University of Helsinki

Code-switching in Sumerian Emesal texts: A computational approach

One of the great remaining mysteries in the study of the Sumerian language is the nature and origin of its only known variety, Emesal, which made a somewhat counterintuitive appearance in ancient Mesopotamian texts only after the extinction of Sumerian as a spoken language around 2000 BCE. Although it is well known that Emesal words mostly occur in liturgical texts and lamentations, it is not yet understood what conditions triggered the code-switching from Sumerian into Emesal within certain parts of these texts, and why Emesal became a part of certain Sumerian compositions in the first place. With the most comprehensive digital collection of Emesal texts now available in the Open Richly Annotated Cuneiform Corpus, we aim to analyze the Emesal texts with Natural Language Processing methods to shed light on these questions.
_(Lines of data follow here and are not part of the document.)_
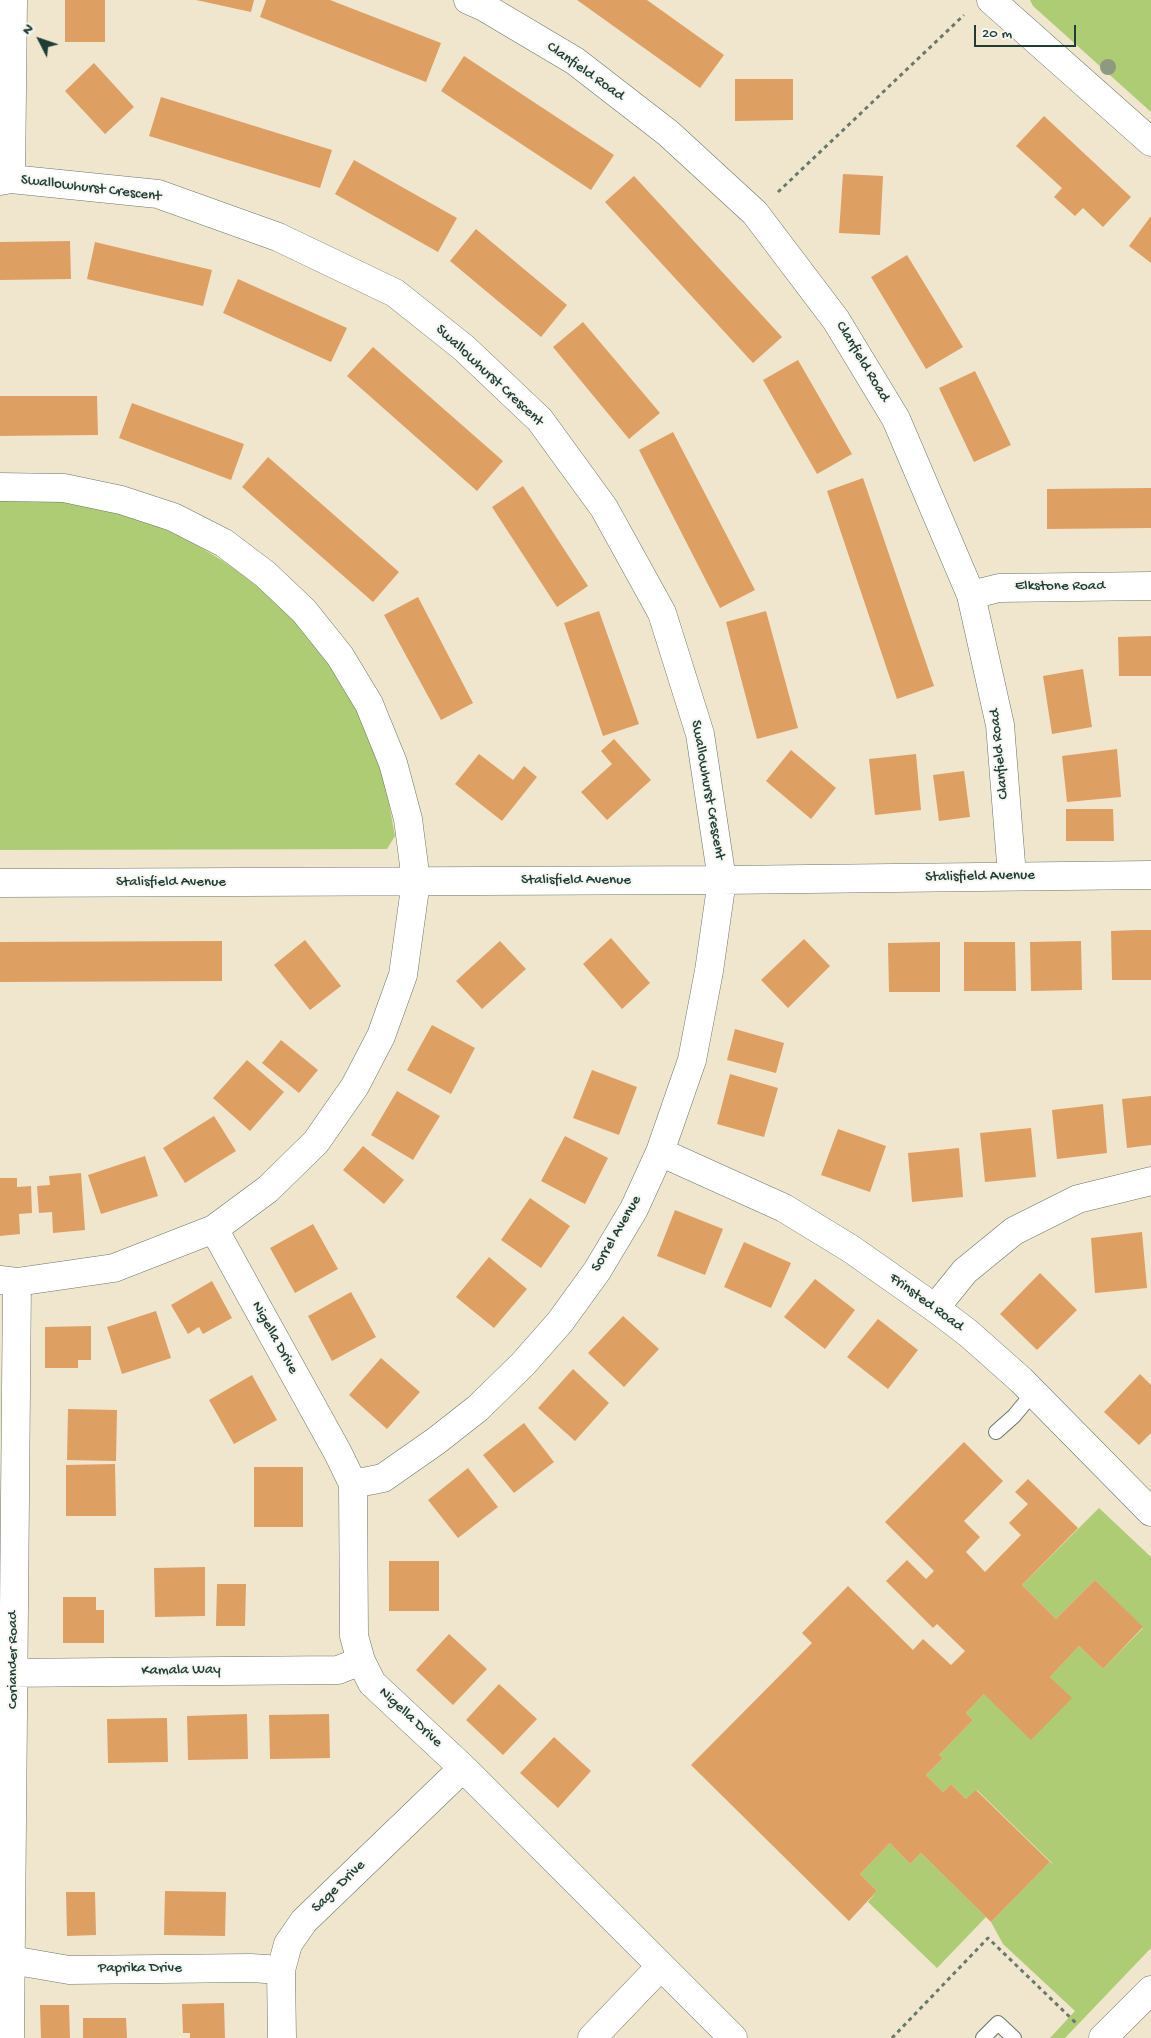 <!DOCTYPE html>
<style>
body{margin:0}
#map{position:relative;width:1151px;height:2038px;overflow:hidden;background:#f0e6cd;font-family:"Gochi Hand",sans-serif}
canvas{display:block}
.north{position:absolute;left:15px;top:15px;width:50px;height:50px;-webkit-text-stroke:4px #f6f6f2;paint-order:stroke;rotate:311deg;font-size:14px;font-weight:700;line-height:20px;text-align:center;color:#1f3d34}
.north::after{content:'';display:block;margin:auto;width:18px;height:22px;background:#1f3d34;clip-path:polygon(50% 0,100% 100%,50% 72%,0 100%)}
.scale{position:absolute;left:974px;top:25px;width:102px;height:22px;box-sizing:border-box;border:2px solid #1f3d34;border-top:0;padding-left:6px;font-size:15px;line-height:18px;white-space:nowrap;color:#1f3d34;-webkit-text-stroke:4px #f6f6f2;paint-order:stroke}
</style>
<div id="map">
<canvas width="1151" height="2038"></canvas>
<div class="north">N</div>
<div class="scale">20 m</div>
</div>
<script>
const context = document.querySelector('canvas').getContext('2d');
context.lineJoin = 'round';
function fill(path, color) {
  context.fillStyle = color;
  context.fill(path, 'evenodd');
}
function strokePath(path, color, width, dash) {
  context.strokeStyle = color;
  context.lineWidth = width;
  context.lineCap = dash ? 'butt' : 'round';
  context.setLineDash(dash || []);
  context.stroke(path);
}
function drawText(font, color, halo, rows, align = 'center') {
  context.font = font + ' "Gochi Hand",sans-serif';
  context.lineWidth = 4;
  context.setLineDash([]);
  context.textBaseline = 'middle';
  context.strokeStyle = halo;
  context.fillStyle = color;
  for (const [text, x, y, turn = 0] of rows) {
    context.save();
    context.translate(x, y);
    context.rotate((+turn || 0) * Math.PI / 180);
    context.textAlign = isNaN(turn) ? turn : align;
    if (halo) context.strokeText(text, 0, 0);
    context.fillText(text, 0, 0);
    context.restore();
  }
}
fill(new Path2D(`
 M1030,0h121v112l-118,-106z
 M27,499c16,2 33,2 49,4 128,21 241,111 292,230 14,33 21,68 27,103l-8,13 -387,1v-349z
 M1099,1508l52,49v391l-86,90h-15l25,-27 -72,-67 -12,-22 59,-60 4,3 -77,-75 -11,9 -15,-15 -8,8 -17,-17 17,-17 -4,-3 34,-35 -7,-7 18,-19 87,4 -21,-21 29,-31 24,23 40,-41 -48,-48 -39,39 -34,-34z
 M890,1843l20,21 11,-11 65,64 -49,51 -69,-66 9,-11 -17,-17z`), '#aecc73');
fill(new Path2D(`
 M65,0h40v42h-40z
 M196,0h58l-3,12z
 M266,0h64l111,43 -15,39 -166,-65z
 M577,0h70l77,55 -24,33z
 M464,56l150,99 -23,35 -150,-99z
 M94,63l40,44 -29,27 -40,-43z
 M735,79h58v41l-58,1z
 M161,97l171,53 -12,38 -171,-52z
 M1044,116l87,81 -28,30 -20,-19 -8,8 -21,-19 8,-9 -46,-42z
 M354,160l103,58 -19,34 -103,-58z
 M843,174l40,2 -3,59 -41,-2z
 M634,176l148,161 -29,26 -148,-161z
 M1151,216v47l-22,-17z
 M476,229l91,76 -26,32 -91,-76z
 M70,241l1,38 -71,1v-38z
 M95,242l117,28 -9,36 -116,-27z
 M907,255l56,92 -37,22 -55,-92z
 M238,279l109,49 -16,34 -108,-49z
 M583,322l77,91 -31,26 -76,-92z
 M373,347l130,114 -26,30 -130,-115z
 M798,360l54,94 -35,20 -54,-94z
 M975,371l36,74 -37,17 -35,-74z
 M0,396h97l1,39 -98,1z
 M132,403l112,41 -13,36 -112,-42z
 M673,432l82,158 -35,18 -81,-158z
 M268,457l131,115 -26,30 -131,-115z
 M863,478l71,208 -37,13 -70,-208z
 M523,486l65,100 -31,21 -65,-100z
 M1151,488v40l-104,1v-40z
 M418,597l55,106 -32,17 -57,-105z
 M599,611l40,113 -36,12 -39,-113z
 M766,611l32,117 -41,11 -31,-117z
 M1151,636v40h-32l-1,-39z
 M1083,669l9,58 -40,7 -9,-58z
 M614,739l37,41 -44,40 -26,-28 31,-28 -11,-13z
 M1117,749l4,48 -54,5 -5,-46z
 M791,750l45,38 -25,31 -45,-38z
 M479,754l34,26 11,-14 13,11 -35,44 -47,-37z
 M916,754l5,56 -46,5 -6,-56z
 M964,771l6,46 -31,4 -6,-46z
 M1066,809h47l1,32h-48z
 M1137,930h14v50h-39l-1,-49z
 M611,938l39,45 -28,26 -39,-45z
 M804,939l26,27 -42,42 -27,-28z
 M305,940l36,46 -31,24 -36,-45z
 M222,941v40l-222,1v-40z
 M500,941l26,28 -44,40 -26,-28z
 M1081,941l1,49 -51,1 -1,-49z
 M940,942v50h-51l-1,-49z
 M964,942h51l1,49h-52z
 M432,1025l43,23 -24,46 -44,-24z
 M735,1029l49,14 -8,30 -49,-13z
 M281,1040l37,30 -19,23 -37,-30z
 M247,1060l37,32 -34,39 -37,-33z
 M592,1070l45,17 -18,48 -46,-17z
 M730,1074l48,14 -14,49 -47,-13z
 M397,1091l43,25 -27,44 -42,-25z
 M1151,1096v49l-24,3 -5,-49z
 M1103,1104l4,49 -50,6 -5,-49z
 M214,1116l22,35 -51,32 -22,-35z
 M1031,1128l5,49 -51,5 -5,-49z
 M838,1129l48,17 -16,46 -49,-17z
 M565,1136l43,22 -23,46 -44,-23z
 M363,1146l41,34 -20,24 -41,-34z
 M959,1148l4,49 -51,5 -4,-49z
 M145,1156l13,40 -57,18 -13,-39z
 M81,1173l4,57 -32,3 -1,-21 -13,1 -2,-27 13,-1 -1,-9z
 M0,1178h17v9l14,-1 1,27 -13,1 1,20 -20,2z
 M530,1198l40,28 -29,42 -40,-28z
 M675,1210l48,19 -18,46 -48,-19z
 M313,1224l25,45 -43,24 -25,-45z
 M1142,1232l5,56 -52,5 -4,-55z
 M744,1242l47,21 -20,45 -47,-21z
 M489,1257l38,32 -33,39 -38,-31z
 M1040,1273l37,37 -40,40 -37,-36z
 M815,1279l40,31 -30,39 -41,-32z
 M212,1281l20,37 -29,16 -4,-7 -11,7 -17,-29z
 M351,1292l25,45 -44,24 -24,-45z
 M156,1311l15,47 -49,16 -15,-47z
 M623,1316l36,33 -35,38 -36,-34z
 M878,1319l40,31 -30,39 -41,-32z
 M91,1326v34h-13v8h-33v-41z
 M381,1358l39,34 -33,37 -38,-34z
 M573,1369l36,34 -34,38 -37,-33z
 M1140,1374l11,11v48l-12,12 -35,-33z
 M252,1375l25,45 -43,24 -25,-44z
 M68,1409l49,1 -1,51 -49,-1z
 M524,1423l30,39 -40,31 -31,-38z
 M964,1442l39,39 -39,40 16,16 -14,15 19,20 36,-37 -12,-12 19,-19 -13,-12 13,-13 50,49 -56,57 34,34 39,-39 48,47 -40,42 -24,-23 -29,31 22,21 -41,42 -47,-46 -18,19 7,7 -34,35 4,3 -17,17 17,17 8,-8 15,15 10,-9 74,72 -59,60 -70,-69 -11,11 -20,-21 -30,31 17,17 -28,30 -158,-156 121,-122 -10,-10 46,-47 65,64 10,-11 28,26 14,-14 -28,-27 -4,4 -47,-47 21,-21 19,19 8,-8 -49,-49z
 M115,1464l1,52h-50v-51z
 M254,1467h49v60h-49z
 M468,1468l30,39 -40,31 -30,-38z
 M389,1561h50v50h-50z
 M205,1567v49l-50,1 -1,-49z
 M217,1584h29l-1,42h-29z
 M63,1597h33v13h8v33h-41z
 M449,1634l38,35 -34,36 -37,-35z
 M499,1684l38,35 -34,36 -37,-35z
 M247,1714l1,45 -60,1 -1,-44z
 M329,1714l1,44 -60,1 -1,-44z
 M167,1718l1,44 -60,1 -1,-44z
 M554,1737l37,34 -33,37 -38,-35z
 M165,1891l61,1 -1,44 -61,-1z
 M66,1892h29l1,43 -29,1z
 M224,2003l1,35h-35v-5h-7l-1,-29z
 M40,2005h29l1,33h-29z
 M83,2018h43l1,20h-44z`), '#de9f63');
const service = new Path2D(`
 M996,1432l18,-16 19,-23
 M983,2038l15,-15 16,15`);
const minor = new Path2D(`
 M468,0l16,7 91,54 93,72 87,80 81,107 60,99 75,176 29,130 12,151
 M991,0l160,142
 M11,179l2,-179
 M0,181l11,-2 147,15 120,43 117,56 69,55 76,72 64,88 58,105 38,121 22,146 -13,91 -17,89 -32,92 -26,57 -37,62 -37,51 -37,42 -45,44 -42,33 -53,37 -30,6
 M0,487l64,1 57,12 52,17 51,26 41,31 39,37 36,45 29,48 24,59 15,56 8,62 -13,94 -22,61 -26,50 -39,56 -48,47 -54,40 -100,39 -97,14 -17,-2
 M971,595l28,-7 152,-2
 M0,883l722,-3 429,-5
 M660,1152l124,56 67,41 84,59 33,25 53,47 130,132
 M214,1229l124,224 15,31 1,152 7,25 11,22 91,85 270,270
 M935,1308l30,-37 49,-40 64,-32 73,-18
 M0,1673l338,-3 23,-9
 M0,1958l69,12 182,-2 30,2
 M10,2038l7,-756
 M282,2038l-1,-68 7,-26 16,-23 159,-153
 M592,2038l69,-72
 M1103,2038l48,-48`);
strokePath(service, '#68786a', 16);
strokePath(minor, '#68786a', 29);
strokePath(new Path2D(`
 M778,192l186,-177
 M892,2038l96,-100 88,85`), '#68786a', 3, [4, 4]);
strokePath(service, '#fff', 14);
strokePath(minor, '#fff', 28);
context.fillStyle = '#8d9980';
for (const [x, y] of [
 [1108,67]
]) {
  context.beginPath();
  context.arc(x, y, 8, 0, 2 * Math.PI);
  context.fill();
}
drawText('15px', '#1f3d34', '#f6f6f2', [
 ["Clanfield Road",585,72,35],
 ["Swallowhurst Crescent",91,189,7],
 ["Clanfield Road",862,362,59],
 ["Swallowhurst Crescent",489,376,43],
 ["Elkstone Road",1060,587],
 ["Clanfield Road",1000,754,-96],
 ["Swallowhurst Crescent",707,790,80],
 ["Stalisfield Avenue",980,877,-1],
 ["Stalisfield Avenue",576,881],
 ["Stalisfield Avenue",171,883],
 ["Sorrel Avenue",617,1234,-60],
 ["Frinsted Road",926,1303,36],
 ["Nigella Drive",274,1338,61],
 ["Coriander Road",14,1660,-90],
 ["Kamala Way",181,1671,-1],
 ["Nigella Drive",410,1718,43],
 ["Sage Drive",339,1887,-44],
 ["Paprika Drive",140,1969]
]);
</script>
Based on our team’s preliminary philological analysis, at least in one isolated case the code-switching between the language varieties is not spontaneous, but rather constrained by semantic differences between the Emesal and Standard Sumerian words, which may indicate that at least some Emesal words were used in restricted contexts. We aim to determine the extent of regularity behind the code-switching over the entire Emesal vocabulary by using count-based word embedding models, which we use to measure how predictable the choice of the language variant is in certain linguistic contexts, and in certain subsets of our corpus. Our preliminary results indicate a varying degree of predictability in the use of Emesal words, and we hope that through further philological and statistical analysis of these results, we are able to discover and explain previously unnoticed regularities behind the code-switching. By identifying and explaining the contexts in which code-switching between Sumerian and Emesal takes place, and especially by studying whether those contexts varied in different time periods, text genres, or geographical regions, we can try to understand this long dead language on its own terms, and to improve our knowledge on the origins and development of Emesal.